The emergence of MDR P. aeruginosa strains is a well-characterized issue, and the literature is rich in relevant information [6,14,34,35,36,37]. Carbapenems are the most widespread antibiotics used in clinical practice to treat bacterial infections [38,39,40], and the resistance of P. aeruginosa isolates to these antibiotics is always a serious problem for the clinician. In the tested population, 82% of the MDR isolates were characterized as CARBR, being resistant to one or both of the carbapenems tested (Figure 1, Table S4). The high percentage of CARBR isolates in Greece is not surprising as, according to WHONET data (The Greek System for the Surveillance of Antimicrobial Resistance; www.mednet.gr/whonet/) for the tested years regarding P. aeruginosa strains isolated from various clinical samples of the medical and surgical wards and the ICUs of hospitals in Greece, resistance to imipenem occurs at a high percentage, with ICUs and blood cultures standing out (http://www.mednet.gr/whonet/); these findings are consistent with what has been previously reported [2,41,42].

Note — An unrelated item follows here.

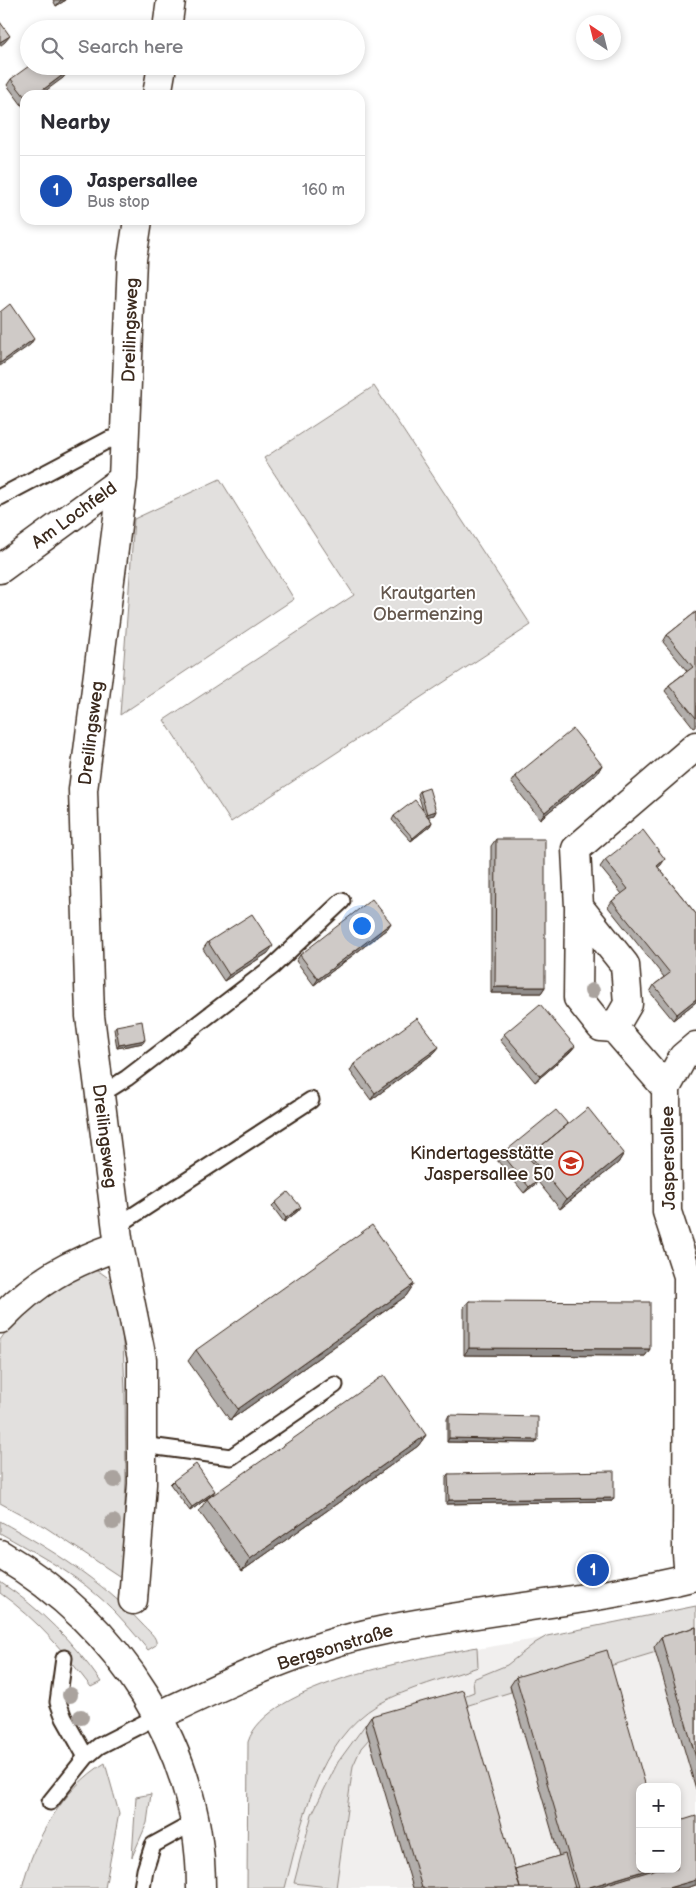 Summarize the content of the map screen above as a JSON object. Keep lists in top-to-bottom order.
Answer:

One of the most common acquired resistance mechanisms present is the production of metallo-beta-lactamase VIM. In total, 34.15% of the CARBR isolates were characterized as VIM-2 producers which were identified exclusively from patients from Pneumology and ICUs in H2 (Table S1). The bacterium is known to colonize the lungs of patients with Cystic Fibrosis with highly resistant VIM-2 isolates [43], but it is also widespread in patients with other respiratory problems [44,45,46]. The isolation of MDR/VIM-2 strains from sputum and bronchial secretions during the present study was not surprising, although it was the first time that the P. aeruginosa population of H2 was tested for MBL production.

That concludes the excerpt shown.